Peter Jennings -- Sometimes the personalities that you think are indestructible are the ones that are really the most vulnerable. Peter Jennings was one of those personalities. When the World News Tonight anchor announced he had lung cancer back in April of 2005 viewers were confident that he would recover from this setback. But it wasn't to be, as he succumbed to the disease only four months later. Jennings' death, like that of Tim Russert this past week, was a hit to broadcast journalism that the networks may never recover from.
Michael Landon -- Here is another television personality who graced our screens for several decades then, just like that, left us due to pancreatic cancer. It was hard to tell that he was sick during his last appearance on The Tonight Show in May of 1991, one month after he was diagnosed. But, less than two months later, the former Bonanza, Little House on the Prairie and Highway to Heaven star passed away at the age of 54.
Freddie Prinze -- So many unexpected deaths have been connected, one way or another, to drugs. Freddie Prinze is no exception. A instant television star, thanks to the NBC sitcom Chico and the Man, Prinze's life ended extremely abruptly at the age of 22 when he shot himself in the head after an overdose of quaaludes.
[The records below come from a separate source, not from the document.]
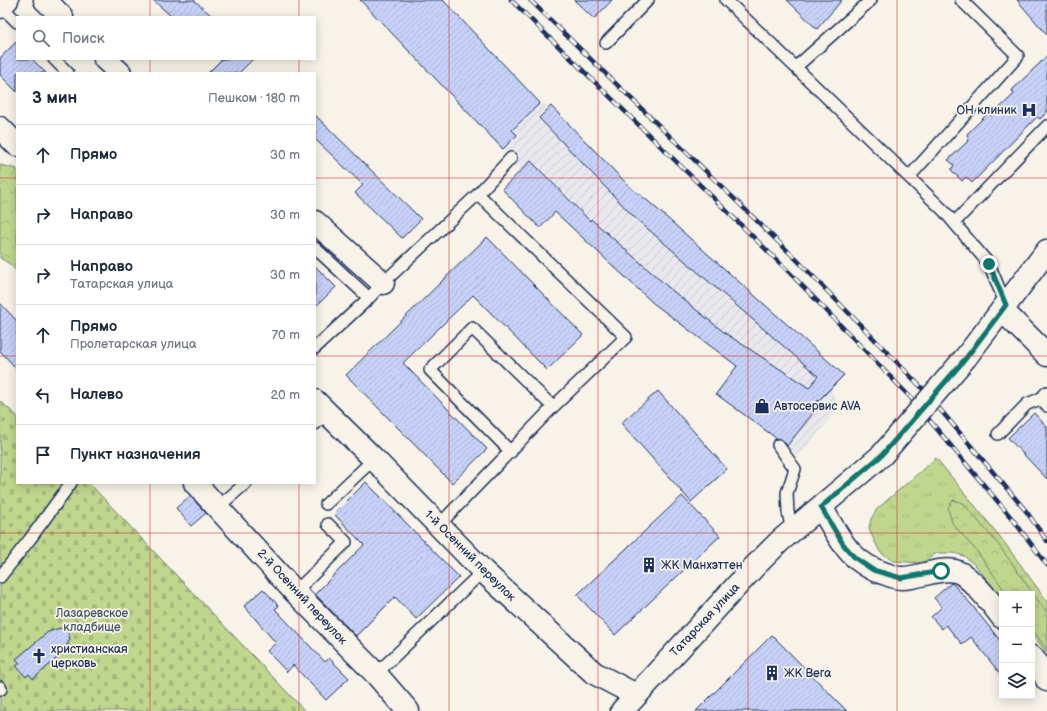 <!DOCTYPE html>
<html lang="ru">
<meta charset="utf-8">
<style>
:root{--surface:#fff;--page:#f6f6f7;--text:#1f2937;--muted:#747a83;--line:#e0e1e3}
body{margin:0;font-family:"Balsamiq Sans",sans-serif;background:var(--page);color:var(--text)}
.controls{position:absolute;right:12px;bottom:12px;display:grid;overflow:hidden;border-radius:0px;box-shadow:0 2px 10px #0003}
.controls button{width:36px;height:36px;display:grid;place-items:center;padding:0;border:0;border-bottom:1px solid var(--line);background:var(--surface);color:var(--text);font:20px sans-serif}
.stop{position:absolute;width:12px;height:12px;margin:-9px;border:3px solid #0f766e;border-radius:50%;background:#fff}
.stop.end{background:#0f766e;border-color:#fff;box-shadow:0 1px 4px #0008}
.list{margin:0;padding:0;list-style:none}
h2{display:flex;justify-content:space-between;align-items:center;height:52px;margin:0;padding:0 16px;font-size:17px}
h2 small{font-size:13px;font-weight:400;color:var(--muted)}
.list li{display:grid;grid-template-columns:26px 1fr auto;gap:12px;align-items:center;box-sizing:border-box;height:60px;padding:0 16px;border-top:1px solid var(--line)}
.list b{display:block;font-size:15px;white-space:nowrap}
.list p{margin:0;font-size:13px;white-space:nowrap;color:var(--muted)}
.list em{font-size:13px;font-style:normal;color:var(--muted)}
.icon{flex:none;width:22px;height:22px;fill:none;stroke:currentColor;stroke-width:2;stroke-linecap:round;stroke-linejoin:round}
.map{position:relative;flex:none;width:1047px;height:711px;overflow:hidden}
.search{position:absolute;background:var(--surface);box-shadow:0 2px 10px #0003;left:16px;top:16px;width:300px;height:44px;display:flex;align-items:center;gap:10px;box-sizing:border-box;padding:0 14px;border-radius:0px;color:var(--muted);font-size:15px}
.panel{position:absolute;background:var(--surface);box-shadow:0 2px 10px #0003;left:16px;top:72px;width:300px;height:412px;border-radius:0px}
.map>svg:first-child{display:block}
.industrial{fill:url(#industrial-furrows)}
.grass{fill:url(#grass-tufts);stroke:#6e8275}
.forest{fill:url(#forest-crowns);stroke:#6e8275}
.cemetery{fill:url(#cemetery-stones);stroke:#6e8275}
.building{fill:url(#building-hatch);stroke:#1b2f5e}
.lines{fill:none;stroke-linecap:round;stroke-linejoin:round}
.lane-casing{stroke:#1b2f5e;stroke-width:14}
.street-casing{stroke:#1b2f5e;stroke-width:25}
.secondary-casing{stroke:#1b2f5e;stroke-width:25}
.lane{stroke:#f7f3e8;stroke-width:11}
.street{stroke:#f7f3e8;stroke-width:22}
.secondary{stroke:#f7f3e8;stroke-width:22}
.rail-casing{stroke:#1b2f5e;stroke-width:4.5}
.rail{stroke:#f7f3e8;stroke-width:3;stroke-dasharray:9;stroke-linecap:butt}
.secondary-bridge-casing{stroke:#1b2f5e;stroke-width:25;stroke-linecap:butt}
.secondary-bridge{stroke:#f7f3e8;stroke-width:22}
.route{stroke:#0f766e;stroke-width:5}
.grid{fill:none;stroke:#d62828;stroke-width:1;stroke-opacity:0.55}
.labels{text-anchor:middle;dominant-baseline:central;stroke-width:3.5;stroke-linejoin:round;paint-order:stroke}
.poi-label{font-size:12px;fill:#1b2f5e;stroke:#f7f3e8;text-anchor:start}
.street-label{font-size:12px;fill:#1b2f5e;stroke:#f7f3e8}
.park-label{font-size:12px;fill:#44596a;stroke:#f7f3e8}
</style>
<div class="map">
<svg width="1047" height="711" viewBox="0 0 1047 711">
<defs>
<pattern id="industrial-furrows" width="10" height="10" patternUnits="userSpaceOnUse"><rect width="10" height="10" fill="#e9e9ed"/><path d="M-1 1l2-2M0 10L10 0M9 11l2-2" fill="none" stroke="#c7c8ce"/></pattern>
<pattern id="grass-tufts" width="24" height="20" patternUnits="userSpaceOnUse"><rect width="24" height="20" fill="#c0d68c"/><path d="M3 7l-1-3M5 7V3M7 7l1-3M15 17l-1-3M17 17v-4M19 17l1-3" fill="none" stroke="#a4b87b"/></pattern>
<pattern id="forest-crowns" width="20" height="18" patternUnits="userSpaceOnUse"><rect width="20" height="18" fill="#c0d68c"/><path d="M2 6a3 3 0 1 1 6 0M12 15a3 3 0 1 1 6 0" fill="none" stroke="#a4b87b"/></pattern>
<pattern id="cemetery-stones" width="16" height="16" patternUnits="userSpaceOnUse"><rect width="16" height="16" fill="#c0d68c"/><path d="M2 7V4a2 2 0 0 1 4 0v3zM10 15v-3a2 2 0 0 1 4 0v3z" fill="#a4b87b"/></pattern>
<pattern id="building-hatch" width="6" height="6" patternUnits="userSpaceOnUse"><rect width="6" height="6" fill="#c8d2f9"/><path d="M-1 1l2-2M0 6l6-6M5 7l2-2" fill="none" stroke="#abb5d8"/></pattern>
</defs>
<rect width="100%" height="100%" fill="#f7f3e8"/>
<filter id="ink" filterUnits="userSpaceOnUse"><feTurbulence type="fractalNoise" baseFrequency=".025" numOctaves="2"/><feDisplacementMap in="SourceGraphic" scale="8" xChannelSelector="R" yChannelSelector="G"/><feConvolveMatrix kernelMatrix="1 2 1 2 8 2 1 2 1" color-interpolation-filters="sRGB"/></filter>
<g filter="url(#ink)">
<path class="industrial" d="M360,0H443L540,103L551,106L630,187L844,375L831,388L838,409L798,457L787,447L716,394L737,366L653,303L555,212L540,228L502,189L521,170Z"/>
<path class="grass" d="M936,458L1001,538L1047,601V653L1032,634V594H1002V598L976,566L964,556L954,553H937L922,563L893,561L880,552L871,534L869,528L871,519L877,509Z"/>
<path class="forest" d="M0,165L17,169V272L10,264L0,258Z
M953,500L963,503L998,544L1047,613V650L1032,629V594H1007L979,554L952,523L948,508Z"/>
<path class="cemetery" d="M0,401L17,416V483H89L305,711H0Z"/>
<path class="building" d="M153,0H194L213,17H172Z
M360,0H443L540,103L512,130L517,135L503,149Z
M574,0H612L594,19Z
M787,0H842L817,29Z
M1017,0H1047V35Z
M17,41V59H32L46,73H17V92L0,75V58Z
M1047,56V112L1040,119L1037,117L972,183L966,177L962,181L951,170L954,165L948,160L969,140L967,134L988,113L991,116L1014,94L1012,90Z
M222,59H253L239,73H208Z
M551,106L630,187L648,201L844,375L814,405L817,408L787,446L781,439L776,438L716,394L737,366L653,303L555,212L540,228L502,189L531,161L590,221L591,219L668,287L725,333L809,388L818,376L634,217L539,118Z
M315,115L421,219L402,238L355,193L363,185L315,139Z
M487,237L583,335L547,370L473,295L403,363L487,449L452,483L346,375Z
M315,266L336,287L315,307Z
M0,303L17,321V369L0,351Z
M658,391L727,469L691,502L621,423Z
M1034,413L1047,427V479L1008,438Z
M366,482L459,577L416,619L395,597L356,636L315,594L364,545L334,514Z
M190,496L206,513L191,526L176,508Z
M682,496L720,536L615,635L577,595Z
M951,583L953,584L971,604L1002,643V676L971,637L962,644L946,625L942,629L931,617L942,607L934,598Z
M263,589L279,606L275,609L325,662L329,658L349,678L326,700L293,665L287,672L267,651L276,643L244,606Z
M60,628L68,632L70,639L63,653L33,679L29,674L26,677L16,666L20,663L16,659L48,632Z
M772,635L847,711H696Z"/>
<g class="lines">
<defs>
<path id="lane" d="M726,0L944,211L989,264L1006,305
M1,6L17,22
M606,43L648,0
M54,59L68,73
M796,67L871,0
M909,177L1018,56L961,0
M478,194L511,158
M954,223L1047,126
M315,248L369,298
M315,348L369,298L383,283L478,194L626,337L553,407L439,525
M1047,392L1040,399L1047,406
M315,424L327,414
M998,434L1027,404L1040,399
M778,445L795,469L787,493L788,512L792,531
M511,452L430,370L472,328L553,407
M326,504L374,459
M218,507L246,483
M0,577L30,539L71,483
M295,592L346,542L328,524
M376,674L483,571
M0,687L1,689"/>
<path id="street" d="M45,0L62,17
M0,7L7,0
M105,59L120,73
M0,128L17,145
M315,222L383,283
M1002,310L1047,355
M315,401L374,459L483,571L594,673L636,695
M195,483L295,592L376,674L408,711
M821,507C839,537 850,564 886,574C891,576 896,578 901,578C917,579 938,567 955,571C968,573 994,606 1002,617
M1032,657L1041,668L1047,680"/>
<path id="secondary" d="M966,357L1047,251
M622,711L753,568L780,541L882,455"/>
</defs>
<use href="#lane" class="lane-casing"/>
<use href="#street" class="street-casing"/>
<use href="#secondary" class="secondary-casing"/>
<use href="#lane" class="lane"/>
<use href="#street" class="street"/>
<use href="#secondary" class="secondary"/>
<defs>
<path id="rail" d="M511,0L789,272L910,397L1014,521L1047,565
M530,0L797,260L921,387L1026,511L1047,541"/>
</defs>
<use href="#rail" class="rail-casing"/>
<use href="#rail" class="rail"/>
<defs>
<path id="secondary-bridge" d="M882,455L966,357"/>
</defs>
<use href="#secondary-bridge" class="secondary-bridge-casing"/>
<use href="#secondary-bridge" class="secondary-bridge"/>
</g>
</g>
<g class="lines" filter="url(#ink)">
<path class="route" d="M941,571L901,578L873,570L855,558L843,544L821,507L882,455L966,358L1006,305L989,264"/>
</g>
<path class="grid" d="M150,0V17M299,0V17M449,0V711M598,0V711M748,0V711M897,0V711M150,59V73M299,59V73M0,178H17M315,178H1047M0,356H17M315,356H1047M150,483V711M299,483V711M0,533H1047"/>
<defs>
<symbol id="hospital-bare" viewBox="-9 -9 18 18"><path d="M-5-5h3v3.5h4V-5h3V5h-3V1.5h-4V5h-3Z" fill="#1b2f5e" stroke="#f7f3e8" stroke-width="2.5" paint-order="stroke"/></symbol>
<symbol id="shop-bare" viewBox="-9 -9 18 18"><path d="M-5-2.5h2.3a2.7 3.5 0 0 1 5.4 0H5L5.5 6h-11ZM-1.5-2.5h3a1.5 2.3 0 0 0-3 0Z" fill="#1b2f5e" stroke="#f7f3e8" stroke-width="2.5" paint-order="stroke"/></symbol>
<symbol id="building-bare" viewBox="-9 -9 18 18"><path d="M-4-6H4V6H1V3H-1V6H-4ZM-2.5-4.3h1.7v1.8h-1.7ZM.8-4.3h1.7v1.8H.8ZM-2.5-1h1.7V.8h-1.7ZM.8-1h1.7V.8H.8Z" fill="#1b2f5e" stroke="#f7f3e8" stroke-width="2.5" paint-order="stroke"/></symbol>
<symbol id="church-bare" viewBox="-9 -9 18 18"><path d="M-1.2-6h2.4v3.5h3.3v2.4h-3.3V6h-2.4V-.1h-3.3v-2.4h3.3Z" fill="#1b2f5e" stroke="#f7f3e8" stroke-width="2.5" paint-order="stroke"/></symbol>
</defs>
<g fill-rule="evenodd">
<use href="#hospital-bare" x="1018" y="99" width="22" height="22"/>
<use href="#shop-bare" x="751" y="395" width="22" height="22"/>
<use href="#building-bare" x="638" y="554" width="22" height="22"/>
<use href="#church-bare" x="28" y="645" width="22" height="22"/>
<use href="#building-bare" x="761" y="662" width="22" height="22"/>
</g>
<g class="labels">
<g class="poi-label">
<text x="1017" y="110" text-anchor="end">ОН клиник</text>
<text x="774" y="406">Автосервис AVA</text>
<text x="661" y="565">ЖК Манхэттен</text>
<text x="51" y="649">христианская<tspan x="51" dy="14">церковь</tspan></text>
<text x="784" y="673">ЖК Вега</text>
</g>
<g class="street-label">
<text transform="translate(470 556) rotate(45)">1-й Осенний переулок</text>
<text transform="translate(302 597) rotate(47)">2-й Осенний переулок</text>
<text transform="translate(705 620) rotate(-47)">Татарская улица</text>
</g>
<g class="park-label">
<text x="92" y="613">Лазаревское<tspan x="92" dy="14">кладбище</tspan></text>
</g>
</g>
</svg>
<div class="controls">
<button>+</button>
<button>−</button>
<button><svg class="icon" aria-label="layers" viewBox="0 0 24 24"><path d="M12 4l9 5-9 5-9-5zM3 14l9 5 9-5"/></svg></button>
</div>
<div class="stop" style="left:941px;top:571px"></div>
<div class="stop end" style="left:989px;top:264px"></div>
<div class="search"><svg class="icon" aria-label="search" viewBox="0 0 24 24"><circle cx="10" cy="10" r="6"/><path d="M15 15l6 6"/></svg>Поиск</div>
<section class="panel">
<h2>3 мин<small>Пешком · 180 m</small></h2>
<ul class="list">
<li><svg class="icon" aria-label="ahead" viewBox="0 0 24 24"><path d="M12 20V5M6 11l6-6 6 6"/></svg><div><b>Прямо</b></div><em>30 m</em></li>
<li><svg class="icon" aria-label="right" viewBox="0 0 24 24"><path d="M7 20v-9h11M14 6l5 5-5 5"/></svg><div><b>Направо</b></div><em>30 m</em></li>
<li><svg class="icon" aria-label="right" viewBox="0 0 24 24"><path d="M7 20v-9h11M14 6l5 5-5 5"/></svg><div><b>Направо</b><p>Татарская улица</p></div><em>30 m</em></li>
<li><svg class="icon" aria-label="ahead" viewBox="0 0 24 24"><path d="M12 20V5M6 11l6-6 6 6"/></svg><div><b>Прямо</b><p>Пролетарская улица</p></div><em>70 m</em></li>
<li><svg class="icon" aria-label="left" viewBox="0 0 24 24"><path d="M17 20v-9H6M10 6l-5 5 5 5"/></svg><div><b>Налево</b></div><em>20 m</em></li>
<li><svg class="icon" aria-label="arrive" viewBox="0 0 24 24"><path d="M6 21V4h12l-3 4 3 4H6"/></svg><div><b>Пункт назначения</b></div></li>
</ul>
</section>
</div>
John Ritter -- I heard about John Ritter's death on my way to the airport and it hit me just as hard as Jim Henson's or Phil Hartman's death did. That was due to his constant presence on television thanks to Three's Company, which ran on several cable stations several times a day. Sadly, he died of sudden heart failure on September 11, 2003 while he was filming the second season of his new ABC comedy 8 Simple Rules for Dating My Daughter.
John Spencer -- Here is the last personality whose death hit me quite personally. Again, it was due to Spencer being a weekly television presence thanks to the popularity of The West Wing. Ironically, Spencer's character on West Wing had survived a massive heart attack with little damage. Unfortunately, no such success for Spencer as he died in 2005 at the age of 59.